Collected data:
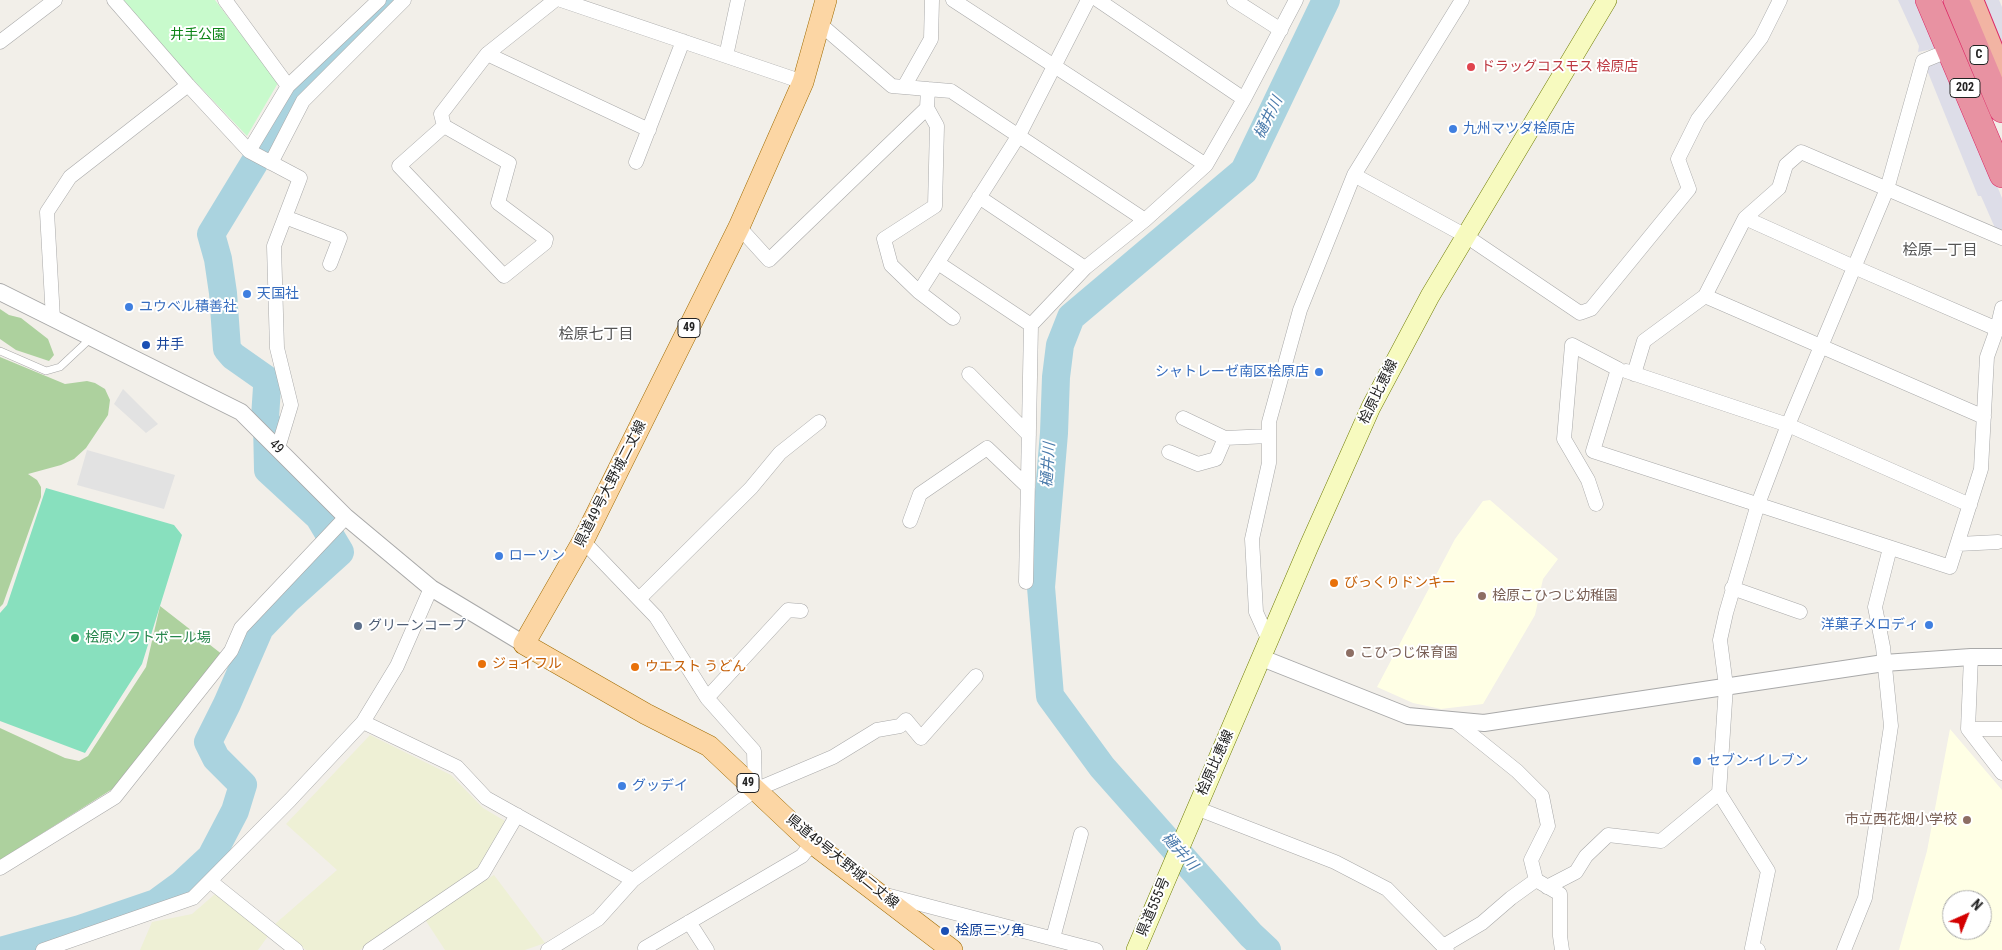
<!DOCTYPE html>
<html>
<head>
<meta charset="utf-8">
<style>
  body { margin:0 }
  #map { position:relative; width:2002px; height:950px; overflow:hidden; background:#f2efe9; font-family:"Roboto Condensed",sans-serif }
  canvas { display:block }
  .north { position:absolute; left:1942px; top:890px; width:50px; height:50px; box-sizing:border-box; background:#fff; border:1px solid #a7a7a7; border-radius:50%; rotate:44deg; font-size:14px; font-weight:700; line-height:20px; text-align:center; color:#222 }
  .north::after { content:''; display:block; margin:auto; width:18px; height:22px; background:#d40000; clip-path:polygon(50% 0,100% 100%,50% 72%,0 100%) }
</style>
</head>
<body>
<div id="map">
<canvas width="2002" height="950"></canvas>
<div class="north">N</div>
</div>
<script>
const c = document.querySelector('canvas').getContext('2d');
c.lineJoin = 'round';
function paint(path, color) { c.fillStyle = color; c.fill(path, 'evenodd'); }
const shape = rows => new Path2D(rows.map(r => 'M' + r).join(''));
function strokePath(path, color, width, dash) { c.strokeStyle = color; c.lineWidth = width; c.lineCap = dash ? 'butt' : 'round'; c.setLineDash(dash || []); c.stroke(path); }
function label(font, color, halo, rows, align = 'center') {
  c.font = font + ' "Roboto Condensed","Noto Sans JP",sans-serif'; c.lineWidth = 4; c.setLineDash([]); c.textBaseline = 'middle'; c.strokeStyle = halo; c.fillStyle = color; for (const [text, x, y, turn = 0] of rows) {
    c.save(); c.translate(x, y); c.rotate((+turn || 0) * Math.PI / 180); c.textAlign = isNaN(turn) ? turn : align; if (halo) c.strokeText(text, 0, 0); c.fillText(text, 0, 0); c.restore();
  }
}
paint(shape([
  [1490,500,1558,559,1543,579,1535,615,1483,704,1441,709,1413,703,1377,687,1455,539,1483,501],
  [1950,729,2002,790,2002,950,1899,950,1927,851],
  [1952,900,1982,900,1982,930,1952,930]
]), '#ffffe5');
paint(shape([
  [370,735,451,775,483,808,505,821,478,869,360,950,306,950,275,924,337,870,286,824],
  [494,875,545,943,525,950,445,950,424,918],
  [215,894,268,936,258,950,140,950,152,922,192,914]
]), '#eef0d5');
paint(shape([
  [0,309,9,315,21,318,48,339,54,355,49,361,16,350,0,339],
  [0,357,65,384,87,381,95,383,105,389,110,400,108,415,86,448,74,459,61,465,28,474,37,480,41,487,41,497,3,604,0,607],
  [160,606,223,655,114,788,0,860,0,728,65,758,79,761,88,756,146,667]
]), '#add19e');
paint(shape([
  [122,0,215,0,278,83,247,136,164,49]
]), '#c8facc');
paint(shape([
  [46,488,174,525,182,535,142,664,85,753,0,721,0,613,7,605]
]), '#88e0be');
paint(shape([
  [123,389,158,424,146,433,114,404],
  [87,450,175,475,164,509,77,485]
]), '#e2e2e2');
paint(shape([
  [1898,0,1916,0,1937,44,1933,49,1918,52,1919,46],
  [1981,0,1999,0,2002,7,2002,53],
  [1940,61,1947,63,2002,198,2002,230,1995,228,1981,196,1978,196,1927,70,1927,65]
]), '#dddde8');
strokePath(shape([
  [4,950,80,929,156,903,182,884,211,857,235,811,243,785,216,758,208,742,227,704,260,628,288,599,340,552,319,517,268,470,267,422,265,418,267,387,270,382,233,356,227,349,223,293,218,259,211,234,298,91,368,20,391,0],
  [1267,950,1251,935,1102,767,1050,696,1041,587,1054,433,1056,377,1060,345,1071,317,1244,171,1326,0]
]), '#aad3df', 28);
const service = shape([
  [0,351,46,371,60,367,91,338]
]);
const minor = shape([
  [114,0,188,85,249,151,300,178,274,246,277,348,291,405,278,448],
  [225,0,288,86],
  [561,0,803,82],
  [1098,0,1244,99,1296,0],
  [1234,0,1281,30],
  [820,24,892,86,951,91,1145,220,1206,165,953,0],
  [0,42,55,0],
  [487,54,555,0],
  [726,56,738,0],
  [904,87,931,39,932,0],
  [444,126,509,163,498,203,546,239,545,243,504,276,399,166,444,126,441,114,487,54,649,130],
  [249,151,288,86,379,0],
  [636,162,683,41],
  [271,163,303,101,404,0],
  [1206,165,1244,99],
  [1354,175,1466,236,1580,313,1591,309,1689,189,1678,159,1698,119,1761,38,1780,0],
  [979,197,1085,268],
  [285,217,340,238,330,264],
  [1745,218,1779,188,1786,165,1801,152,2002,238],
  [739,227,769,260,927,108,928,89],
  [938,263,1031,325],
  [919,292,891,265,884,239,935,206,937,126,927,108],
  [1705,296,1745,218,1854,267,1997,329],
  [953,318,919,292,1019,135,1088,0],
  [53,319,47,212,70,177,188,85],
  [1626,371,1788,425,1970,505],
  [969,374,1029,435],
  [1634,374,1644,341,1705,296,1984,417],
  [1183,418,1225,438,1269,436],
  [1169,452,1198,464,1216,459,1225,438],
  [1596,504,1588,480,1564,439,1572,345,1618,369,1593,451,1950,567,1981,469,1987,357,1997,329,2002,308],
  [910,521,920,494,987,448,1028,487],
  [583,541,656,617,707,698],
  [1958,544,1998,542],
  [1026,582,1031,325,1085,268,1145,220],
  [1732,588,1800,612],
  [639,599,751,488,780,453,819,422],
  [1269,641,1256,612,1252,539,1269,463,1269,422,1300,310,1354,175,1462,0],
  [1971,657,1968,729,2002,773],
  [363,722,457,767,486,798,633,880],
  [1456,722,1517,771,1542,796,1548,826,1531,860,1536,880,1560,894,1560,936,1562,950],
  [1968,729,2002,729],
  [755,790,754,751,707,698,788,610,801,611],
  [1196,808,1335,862,1387,889,1447,950],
  [0,868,115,797,231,651,241,628,346,517],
  [210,881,296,950],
  [1547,887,1576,872,1586,856,1608,835,1661,841,1719,793],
  [886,895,1096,950],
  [689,922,707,950],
  [1053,938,1081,834],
  [1445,945,1482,923,1511,898,1536,880],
  [645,948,802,856,812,843],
  [43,950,193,898,290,800,363,722,397,666,431,588],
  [370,950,483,873,517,815],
  [548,950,598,919,633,880,755,790,833,757,877,730,900,726,906,720,921,738,976,676],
  [1758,950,1752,948,1768,871,1719,793,1726,686,1720,640,1726,613,1758,504,1788,425,1887,189,1923,61,1950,50],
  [1844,950,1865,898,1891,726,1883,647,1875,607,1890,548]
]);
const tertiary = shape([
  [0,292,241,412,346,517,431,588,524,644],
  [1262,658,1408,716,1484,723,1884,663,1971,657,2002,657]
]);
const secondary = shape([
  [1136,950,1309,546,1371,407,1430,296,1607,0]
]);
const primary = shape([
  [826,0,803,82,739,227,583,541,524,644,646,714,709,746,812,843,952,950]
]);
const trunk = shape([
  [1972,0,2002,74]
]);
const motorway = shape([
  [1928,0,2002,175],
  [1956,0,2002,110]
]);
strokePath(service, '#a9a9a9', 8);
strokePath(minor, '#a9a9a9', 15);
strokePath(tertiary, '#a9a9a9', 18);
strokePath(secondary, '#707d05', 20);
strokePath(primary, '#a06b00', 22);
strokePath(trunk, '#dc2a67', 24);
strokePath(motorway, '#dc2a67', 26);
strokePath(service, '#fff', 7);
strokePath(minor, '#fff', 14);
strokePath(tertiary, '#fff', 16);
strokePath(secondary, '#f7fabf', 19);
strokePath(primary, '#fcd6a4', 21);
strokePath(trunk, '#f2b4a3', 22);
strokePath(motorway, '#e892a2', 25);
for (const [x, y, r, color] of [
  [1471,67,5,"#e0444e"],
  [1453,129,5,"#3f7fe0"],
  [247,294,5,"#3f7fe0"],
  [129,307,5,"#3f7fe0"],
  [146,345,5,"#1a4fb4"],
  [1319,372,5,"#3f7fe0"],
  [499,556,5,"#3f7fe0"],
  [1334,583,5,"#e8710a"],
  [1482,596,5,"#8d6e63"],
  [1929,625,5,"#3f7fe0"],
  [358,626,5,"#5c6f8a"],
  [75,638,5,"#2e9e5b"],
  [1350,653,5,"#8d6e63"],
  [482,664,5,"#e8710a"],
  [635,667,5,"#e8710a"],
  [1697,761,5,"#3f7fe0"],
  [622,786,5,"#3f7fe0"],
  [1967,820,5,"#8d6e63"],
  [945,931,5,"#1a4fb4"]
]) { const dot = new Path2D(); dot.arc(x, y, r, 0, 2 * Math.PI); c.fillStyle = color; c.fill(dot); strokePath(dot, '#fff', 2); }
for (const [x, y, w] of [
  [1979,55,18],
  [1965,88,30],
  [689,328,22],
  [748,783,22]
]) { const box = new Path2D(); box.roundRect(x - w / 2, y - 9.5, w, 19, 4); c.fillStyle = '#fff'; c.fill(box); strokePath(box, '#222', 1); }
label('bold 12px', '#222', null, [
  ["C",1979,55],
  ["202",1965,88],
  ["49",689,328],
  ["49",748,783]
]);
label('14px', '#0c8416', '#fff', [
  ["井手公園",198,35]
]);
label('14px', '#be3a42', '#fff', [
  ["ドラッグコスモス 桧原店",1481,67]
], 'left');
label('14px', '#366cbe', '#fff', [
  ["九州マツダ桧原店",1463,129],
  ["天国社",257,294],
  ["ユウベル積善社",139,307],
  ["シャトレーゼ南区桧原店",1309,372,"right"],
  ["ローソン",509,556],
  ["洋菓子メロディ",1919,625,"right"],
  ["セブン-イレブン",1707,761],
  ["グッデイ",632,786]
], 'left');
label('14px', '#164399', '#fff', [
  ["井手",156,345],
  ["桧原三ツ角",955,931]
], 'left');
label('14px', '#222', '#fff', [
  ["桧原比恵線",1379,392,-64],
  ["49",276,447,45],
  ["県道49号大野城二丈線",611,484,-63],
  ["桧原比恵線",1216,763,-66],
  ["県道49号大野城二丈線",842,862,39],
  ["県道555号",1154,907,-67]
]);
label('14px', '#c56008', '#fff', [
  ["びっくりドンキー",1344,583],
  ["ジョイフル",492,664],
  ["ウエスト うどん",645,667]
], 'left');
label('14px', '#785e54', '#fff', [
  ["桧原こひつじ幼稚園",1492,596],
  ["こひつじ保育園",1360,653],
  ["市立西花畑小学校",1957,820,"right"]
], 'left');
label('14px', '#4e5e75', '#fff', [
  ["グリーンコープ",368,626]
], 'left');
label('14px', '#27864d', '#fff', [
  ["桧原ソフトボール場",85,638]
], 'left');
label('italic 15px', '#4a7aab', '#fff', [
  ["樋井川",1269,118,-64],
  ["樋井川",1049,465,-86],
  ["樋井川",1179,852,48]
]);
label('15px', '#555', '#fff', [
  ["桧原一丁目",1940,251],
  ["桧原七丁目",596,335]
]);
</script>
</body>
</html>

## Description of the task:
From the entries above, extract only the lines running from the one containing "function strokePath(path, color, width, dash)" through the one containing "function label(font, color, halo, rows, align", inclusive.

## Exercise solution:
function strokePath(path, color, width, dash) { c.strokeStyle = color; c.lineWidth = width; c.lineCap = dash ? 'butt' : 'round'; c.setLineDash(dash || []); c.stroke(path); }
function label(font, color, halo, rows, align = 'center') {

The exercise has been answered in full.